**Directions for this task**
Exclude the pictures and transcribe the rest of the data below exactly.

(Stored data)
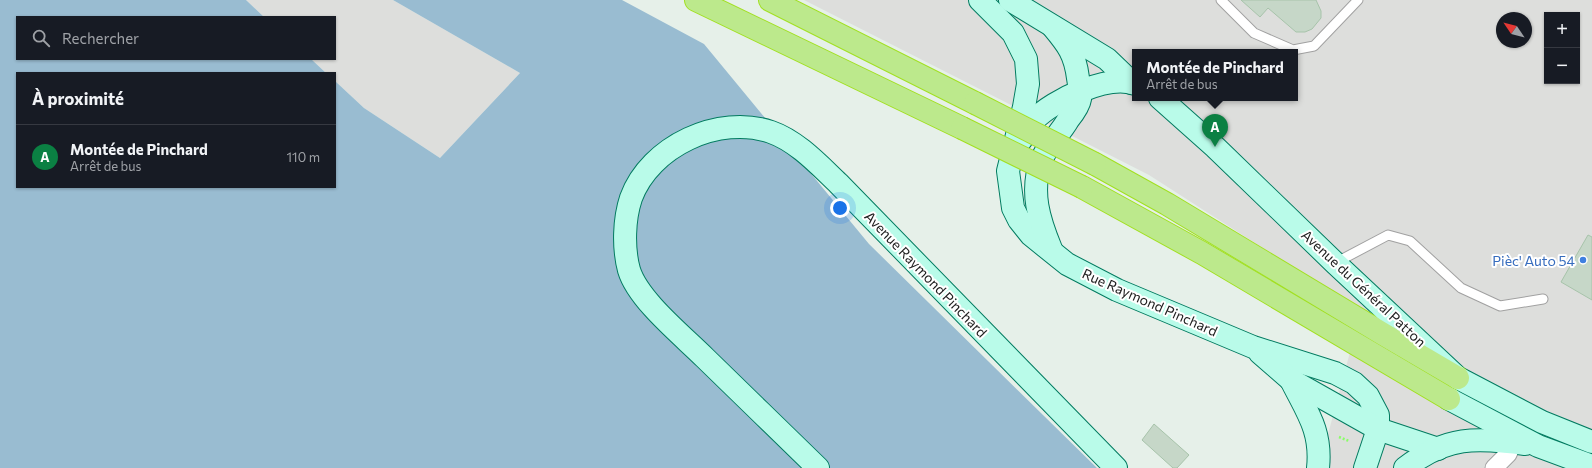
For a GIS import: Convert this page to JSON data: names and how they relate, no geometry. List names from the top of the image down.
{
  "streets": {
    "street": ["Avenue Raymond Pinchard", "Avenue du Général Patton", "Rue Raymond Pinchard"]
  },
  "places": ["Pièc' Auto 54"],
  "north": "top left",
  "page": {
    "map_buttons": ["+", "−"],
    "search": "Rechercher",
    "popup": ["Montée de Pinchard", "Arrêt de bus"],
    "heading": "À proximité",
    "pins": "A",
    "list": [
      {
        "mark": "A",
        "name": "Montée de Pinchard",
        "note": "Arrêt de bus",
        "value": "110 m"
      }
    ]
  }
}
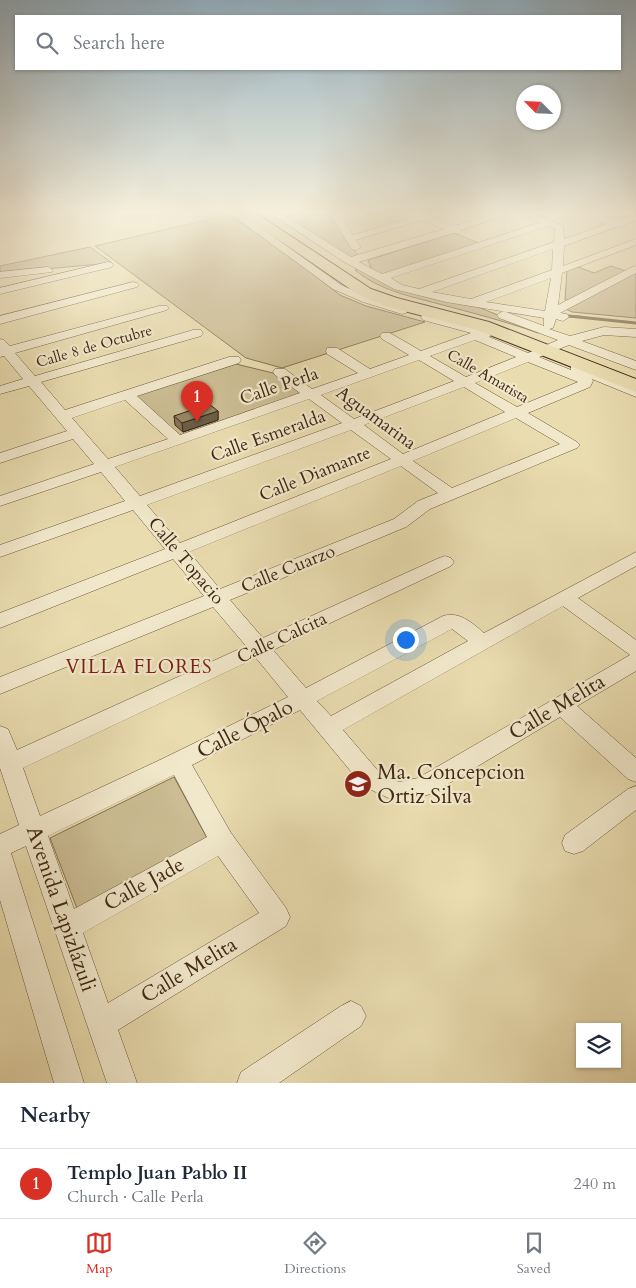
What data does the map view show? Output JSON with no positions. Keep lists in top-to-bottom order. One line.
{"streets":{"street":["Calle 8 de Octubre","Calle Amatista","Calle Perla","Aguamarina","Calle Esmeralda","Calle Diamante","Calle Topacio","Calle Cuarzo","Calle Calcita","Calle Melita","Calle Ópalo","Calle Jade","Avenida Lapizlázuli"]},"crossings":[["Calle 8 de Octubre","Calle Topacio"],["Calle Amatista","Calle Perla"],["Calle Amatista","Calle Esmeralda"],["Calle Amatista","Calle Diamante"],["Calle Amatista","Calle Cuarzo"],["Calle Perla","Aguamarina"],["Calle Perla","Calle Topacio"],["Aguamarina","Calle Esmeralda"],["Aguamarina","Calle Diamante"],["Aguamarina","Calle Cuarzo"],["Calle Esmeralda","Calle Diamante"],["Calle Esmeralda","Calle Topacio"],["Calle Diamante","Calle Topacio"],["Calle Topacio","Calle Cuarzo"],["Calle Topacio","Calle Calcita"],["Calle Topacio","Calle Melita"],["Calle Topacio","Calle Ópalo"],["Calle Calcita","Avenida Lapizlázuli"],["Calle Melita","Calle Jade"],["Calle Melita","Avenida Lapizlázuli"],["Calle Ópalo","Avenida Lapizlázuli"],["Calle Jade","Avenida Lapizlázuli"]],"districts":["VILLA FLORES"],"places":{"school or university":["Ma. Concepcion Ortiz Silva"]},"north":"top left","page":{"search":"Search here","pins":"1","heading":"Nearby","list":[{"mark":"1","name":"Templo Juan Pablo II","note":"Church · Calle Perla","value":"240 m"}],"nav":["Map","Directions","Saved"]}}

**Solution to the exercise**
For a GIS import: Convert this page to JSON data: names and how they relate, no geometry. List names from the top of the image down.
{
  "streets": {
    "street": ["Avenue Raymond Pinchard", "Avenue du Général Patton", "Rue Raymond Pinchard"]
  },
  "places": ["Pièc' Auto 54"],
  "north": "top left",
  "page": {
    "map_buttons": ["+", "−"],
    "search": "Rechercher",
    "popup": ["Montée de Pinchard", "Arrêt de bus"],
    "heading": "À proximité",
    "pins": "A",
    "list": [
      {
        "mark": "A",
        "name": "Montée de Pinchard",
        "note": "Arrêt de bus",
        "value": "110 m"
      }
    ]
  }
}
What data does the map view show? Output JSON with no positions. Keep lists in top-to-bottom order. One line.
{"streets":{"street":["Calle 8 de Octubre","Calle Amatista","Calle Perla","Aguamarina","Calle Esmeralda","Calle Diamante","Calle Topacio","Calle Cuarzo","Calle Calcita","Calle Melita","Calle Ópalo","Calle Jade","Avenida Lapizlázuli"]},"crossings":[["Calle 8 de Octubre","Calle Topacio"],["Calle Amatista","Calle Perla"],["Calle Amatista","Calle Esmeralda"],["Calle Amatista","Calle Diamante"],["Calle Amatista","Calle Cuarzo"],["Calle Perla","Aguamarina"],["Calle Perla","Calle Topacio"],["Aguamarina","Calle Esmeralda"],["Aguamarina","Calle Diamante"],["Aguamarina","Calle Cuarzo"],["Calle Esmeralda","Calle Diamante"],["Calle Esmeralda","Calle Topacio"],["Calle Diamante","Calle Topacio"],["Calle Topacio","Calle Cuarzo"],["Calle Topacio","Calle Calcita"],["Calle Topacio","Calle Melita"],["Calle Topacio","Calle Ópalo"],["Calle Calcita","Avenida Lapizlázuli"],["Calle Melita","Calle Jade"],["Calle Melita","Avenida Lapizlázuli"],["Calle Ópalo","Avenida Lapizlázuli"],["Calle Jade","Avenida Lapizlázuli"]],"districts":["VILLA FLORES"],"places":{"school or university":["Ma. Concepcion Ortiz Silva"]},"north":"top left","page":{"search":"Search here","pins":"1","heading":"Nearby","list":[{"mark":"1","name":"Templo Juan Pablo II","note":"Church · Calle Perla","value":"240 m"}],"nav":["Map","Directions","Saved"]}}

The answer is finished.